Power Rule for derivatives

**Krizalid** · October 17th 2008, 11:03 AM

Let $f(x)=x^n$ and prove that its derivative is given by $f'(x)=n\cdot x^{n-1},\,\forall\,n\in\mathbb R.$

**Krizalid** · October 17th 2008, 11:14 AM

There's a problem with that solution 'cause binomial theorem works with natural numbers, hence, when computing the limit, you assume that $n$ is natural since $n$ is a real number.

**Krizalid** · October 17th 2008, 11:23 AM

Yes, I know, but in that case we state that such derivative only works for natural numbers.

**Moo** · October 17th 2008, 01:44 PM

Hello,

Originally Posted by Krizalid

Yes, I know, but in that case we state that such derivative only works for natural numbers.

Generalized Newton's binomial formula :

$(x+y)^n=\sum_{k=0}^\infty {n \choose k} x^k y^{n-k}$

where ${n \choose k}=\frac{r(r-1)\dots(r-k+1)}{k!}$ and $\forall n \in \mathbb{R}$

_______________________________________
A way of doing it is to remember another formula for the derivative :
(assuming it is differentiable so at least $x_0 \neq 0$ )
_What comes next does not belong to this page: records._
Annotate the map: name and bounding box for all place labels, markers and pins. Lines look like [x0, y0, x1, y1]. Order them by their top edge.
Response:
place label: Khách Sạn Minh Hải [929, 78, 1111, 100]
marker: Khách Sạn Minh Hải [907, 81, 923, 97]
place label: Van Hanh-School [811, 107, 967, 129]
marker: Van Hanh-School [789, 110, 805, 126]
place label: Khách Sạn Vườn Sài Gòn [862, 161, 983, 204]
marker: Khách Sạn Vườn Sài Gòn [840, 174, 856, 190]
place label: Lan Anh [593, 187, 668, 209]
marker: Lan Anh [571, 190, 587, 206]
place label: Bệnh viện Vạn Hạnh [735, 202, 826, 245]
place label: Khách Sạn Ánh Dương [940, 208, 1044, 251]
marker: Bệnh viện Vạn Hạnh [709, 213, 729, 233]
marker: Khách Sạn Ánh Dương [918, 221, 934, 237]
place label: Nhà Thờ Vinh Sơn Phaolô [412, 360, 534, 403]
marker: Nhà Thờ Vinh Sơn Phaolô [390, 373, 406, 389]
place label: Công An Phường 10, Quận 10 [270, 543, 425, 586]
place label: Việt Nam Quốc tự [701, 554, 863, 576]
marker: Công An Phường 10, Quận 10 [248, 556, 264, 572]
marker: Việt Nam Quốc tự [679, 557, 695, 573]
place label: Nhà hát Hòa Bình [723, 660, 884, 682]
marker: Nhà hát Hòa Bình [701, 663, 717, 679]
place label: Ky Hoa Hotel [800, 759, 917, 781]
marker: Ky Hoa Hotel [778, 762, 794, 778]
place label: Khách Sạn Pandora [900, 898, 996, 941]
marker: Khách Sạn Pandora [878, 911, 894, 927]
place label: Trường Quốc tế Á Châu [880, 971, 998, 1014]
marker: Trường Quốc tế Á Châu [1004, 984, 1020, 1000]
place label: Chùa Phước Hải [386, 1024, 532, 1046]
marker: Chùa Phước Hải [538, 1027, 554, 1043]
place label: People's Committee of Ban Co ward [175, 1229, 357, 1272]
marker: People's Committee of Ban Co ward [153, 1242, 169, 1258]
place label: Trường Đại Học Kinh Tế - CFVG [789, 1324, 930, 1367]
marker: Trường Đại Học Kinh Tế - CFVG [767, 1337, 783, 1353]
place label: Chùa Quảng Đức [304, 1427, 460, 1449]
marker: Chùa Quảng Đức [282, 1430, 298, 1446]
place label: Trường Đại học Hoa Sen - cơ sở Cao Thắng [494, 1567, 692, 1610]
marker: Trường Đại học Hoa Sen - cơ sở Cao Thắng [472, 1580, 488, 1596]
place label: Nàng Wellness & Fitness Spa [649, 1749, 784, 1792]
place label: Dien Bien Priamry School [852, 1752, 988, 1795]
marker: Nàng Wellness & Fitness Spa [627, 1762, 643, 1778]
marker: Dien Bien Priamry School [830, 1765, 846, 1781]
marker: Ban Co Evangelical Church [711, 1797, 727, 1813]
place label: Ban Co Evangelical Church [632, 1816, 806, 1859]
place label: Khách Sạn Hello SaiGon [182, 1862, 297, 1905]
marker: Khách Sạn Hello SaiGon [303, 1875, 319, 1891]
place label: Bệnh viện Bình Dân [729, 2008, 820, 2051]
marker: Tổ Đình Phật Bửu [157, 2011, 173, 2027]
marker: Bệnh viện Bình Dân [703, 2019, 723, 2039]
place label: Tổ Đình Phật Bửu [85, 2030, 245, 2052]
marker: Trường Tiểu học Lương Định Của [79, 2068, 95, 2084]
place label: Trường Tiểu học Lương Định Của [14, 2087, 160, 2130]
$f'(x_0)=\lim_{x \to x_0} ~ \frac{x^n-x_0^n}{x-x_0}$

$\frac{x^n-x_0^n}{x-x_0}=\frac{x_0^n}{x_0} \times \frac{\left(\frac{x}{x_0}\right)^n-1}{\frac{x}{x_0}-1}=x_0^{n-1} \times \sum_{k=0}^{n-1} \left(\frac{x}{x_0}\right)^k$

$\lim_{x \to x_0} ~ x_0^{n-1} \times \sum_{k=0}^{n-1} \left(\frac{x}{x_0}\right)^k=x_0^{n-1} \times \sum_{k=0}^{n-1} 1^k=x_0^{n-1} \times n \quad \square$

**Krizalid** · October 18th 2008, 07:09 AM

This is my approach:

$\begin{aligned} \frac{(x+\Delta x)^{n}-x^{n}}{\Delta x}&=\frac{e^{n\ln (x+\Delta x)}-e^{n\ln x}}{\Delta x} \\ & =x^{n}\cdot \frac{e^{n\ln \left( 1+\frac{\Delta x}{x} \right)}-1}{\Delta x} \\ & =x^{n}\cdot \frac{e^{n\ln \left( 1+\frac{\Delta x}{x} \right)}-1}{n\ln \left( 1+\dfrac{\Delta x}{x} \right)}\cdot \frac{n\ln \left( 1+\dfrac{\Delta x}{x} \right)}{\Delta x}, \end{aligned}$

hence,

$\frac{(x+\Delta x)^{n}-x^{n}}{\Delta x}=x^{n}\cdot \frac{e^{n\ln \left( 1+\frac{\Delta x}{x} \right)}-1}{n\ln \left( 1+\dfrac{\Delta x}{x} \right)}\cdot \frac{n\ln \left( 1+\dfrac{\Delta x}{x} \right)}{\dfrac{\Delta x}{x}}\cdot \frac{1}{x}\to nx^{n-1}$ as $\Delta x\to0.\quad\blacksquare$

**Moo** · October 18th 2008, 07:36 AM

Originally Posted by Krizalid

This is my approach:

$\begin{aligned} \frac{(x+\Delta x)^{n}-x^{n}}{\Delta x}&=\frac{e^{n\ln (x+\Delta x)}-e^{n\ln x}}{\Delta x} \\ & =x^{n}\cdot \frac{e^{n\ln \left( 1+\frac{\Delta x}{x} \right)}-1}{\Delta x} \\ & =x^{n}\cdot \frac{e^{n\ln \left( 1+\frac{\Delta x}{x} \right)}-1}{n\ln \left( 1+\dfrac{\Delta x}{x} \right)}\cdot \frac{n\ln \left( 1+\dfrac{\Delta x}{x} \right)}{\Delta x}, \end{aligned}$

hence,

$\frac{(x+\Delta x)^{n}-x^{n}}{\Delta x}=x^{n}\cdot \frac{e^{n\ln \left( 1+\frac{\Delta x}{x} \right)}-1}{n\ln \left( 1+\dfrac{\Delta x}{x} \right)}\cdot \frac{n\ln \left( 1+\dfrac{\Delta x}{x} \right)}{\dfrac{\Delta x}{x}}\cdot \frac{1}{x}\to nx^{n-1}$ as $\Delta x\to0.\quad\blacksquare$

Pardon me for that, but I do not find it elegant

First of all, why don't you directly factor by $x^n$ in the beginning instead of factorizing with exponentials ?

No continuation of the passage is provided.